YOUR INSTRUCTIONS.
Each record must be written out again exactly. Skip any picture it contains.

PROVIDED INFORMATION.
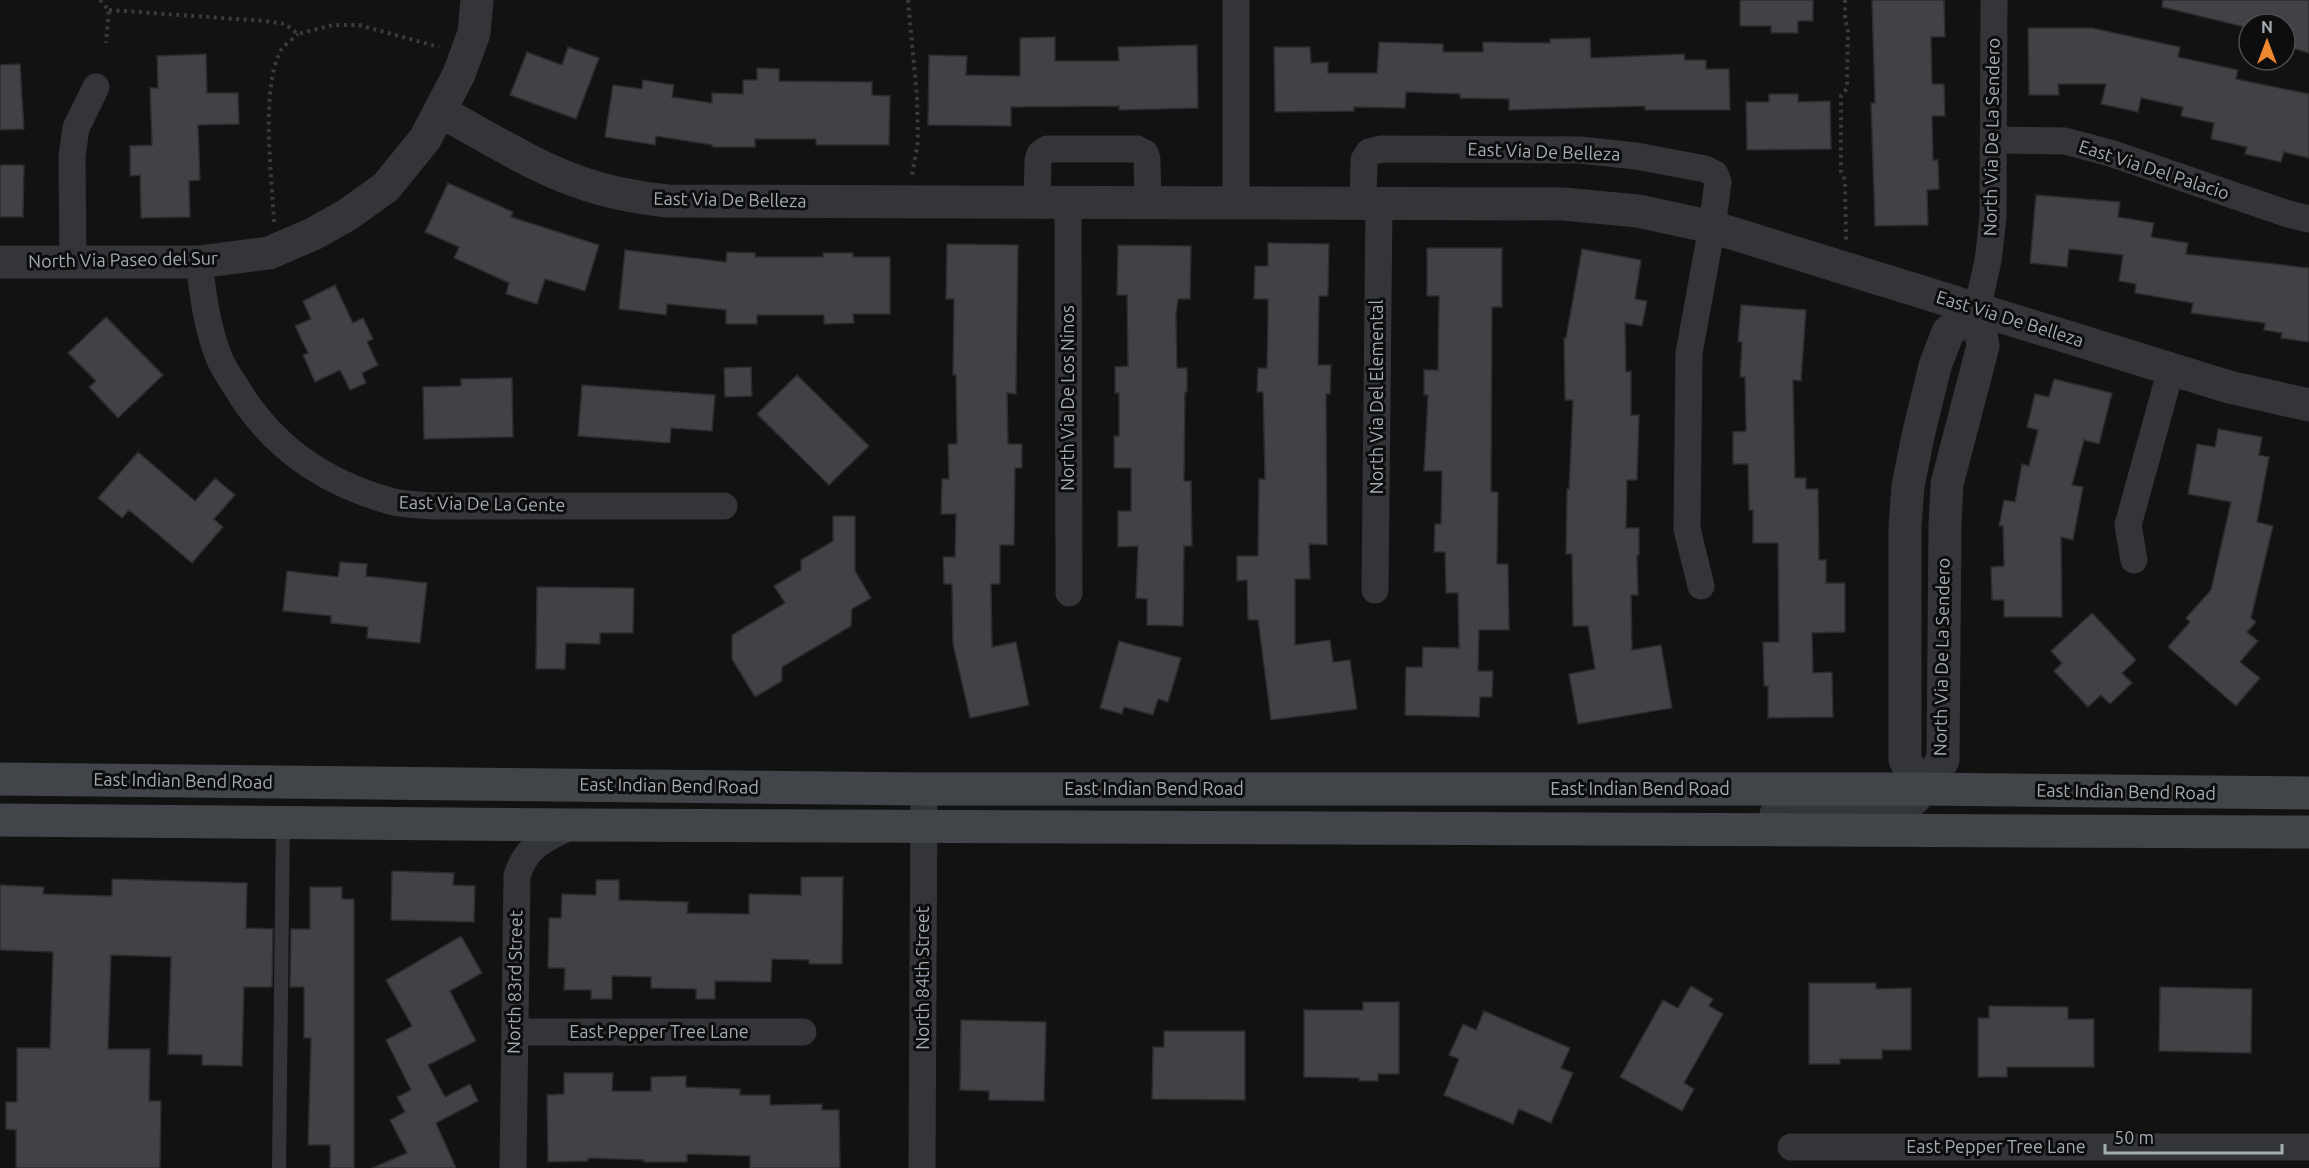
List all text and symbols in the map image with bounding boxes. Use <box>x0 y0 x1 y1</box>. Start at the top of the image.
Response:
north arrow <box>2237 12 2297 72</box>
text: N <box>2261 18 2273 36</box>
street label: North Via De La Sendero <box>1979 38 2003 236</box>
street label: East Via Del Palacio <box>2077 135 2232 203</box>
street label: East Via De Belleza <box>1467 138 1621 164</box>
street label: East Via De Belleza <box>653 188 807 210</box>
street label: North Via Paseo del Sur <box>28 247 218 271</box>
street label: East Via De Belleza <box>1934 286 2086 350</box>
street label: North Via Del Elemental <box>1366 300 1386 494</box>
street label: North Via De Los Ninos <box>1057 305 1077 491</box>
street label: East Via De La Gente <box>399 492 565 514</box>
street label: North Via De La Sendero <box>1929 558 1953 756</box>
street label: East Indian Bend Road <box>93 768 273 792</box>
street label: East Indian Bend Road <box>579 773 759 797</box>
street label: East Indian Bend Road <box>1064 778 1244 798</box>
street label: East Indian Bend Road <box>1550 778 1730 798</box>
street label: East Indian Bend Road <box>2036 779 2216 803</box>
street label: North 84th Street <box>912 906 932 1050</box>
street label: North 83rd Street <box>503 910 525 1054</box>
street label: East Pepper Tree Lane <box>569 1021 749 1041</box>
scale bar <box>2105 1117 2282 1155</box>
text: 50 m <box>2114 1127 2154 1147</box>
street label: East Pepper Tree Lane <box>1906 1136 2086 1156</box>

REPLY.
List all text and symbols in the map image with bounding boxes. Use <box>x0 y0 x1 y1</box>. Start at the top of the image.
Response:
north arrow <box>2237 12 2297 72</box>
text: N <box>2261 18 2273 36</box>
street label: North Via De La Sendero <box>1979 38 2003 236</box>
street label: East Via Del Palacio <box>2077 135 2232 203</box>
street label: East Via De Belleza <box>1467 138 1621 164</box>
street label: East Via De Belleza <box>653 188 807 210</box>
street label: North Via Paseo del Sur <box>28 247 218 271</box>
street label: East Via De Belleza <box>1934 286 2086 350</box>
street label: North Via Del Elemental <box>1366 300 1386 494</box>
street label: North Via De Los Ninos <box>1057 305 1077 491</box>
street label: East Via De La Gente <box>399 492 565 514</box>
street label: North Via De La Sendero <box>1929 558 1953 756</box>
street label: East Indian Bend Road <box>93 768 273 792</box>
street label: East Indian Bend Road <box>579 773 759 797</box>
street label: East Indian Bend Road <box>1064 778 1244 798</box>
street label: East Indian Bend Road <box>1550 778 1730 798</box>
street label: East Indian Bend Road <box>2036 779 2216 803</box>
street label: North 84th Street <box>912 906 932 1050</box>
street label: North 83rd Street <box>503 910 525 1054</box>
street label: East Pepper Tree Lane <box>569 1021 749 1041</box>
scale bar <box>2105 1117 2282 1155</box>
text: 50 m <box>2114 1127 2154 1147</box>
street label: East Pepper Tree Lane <box>1906 1136 2086 1156</box>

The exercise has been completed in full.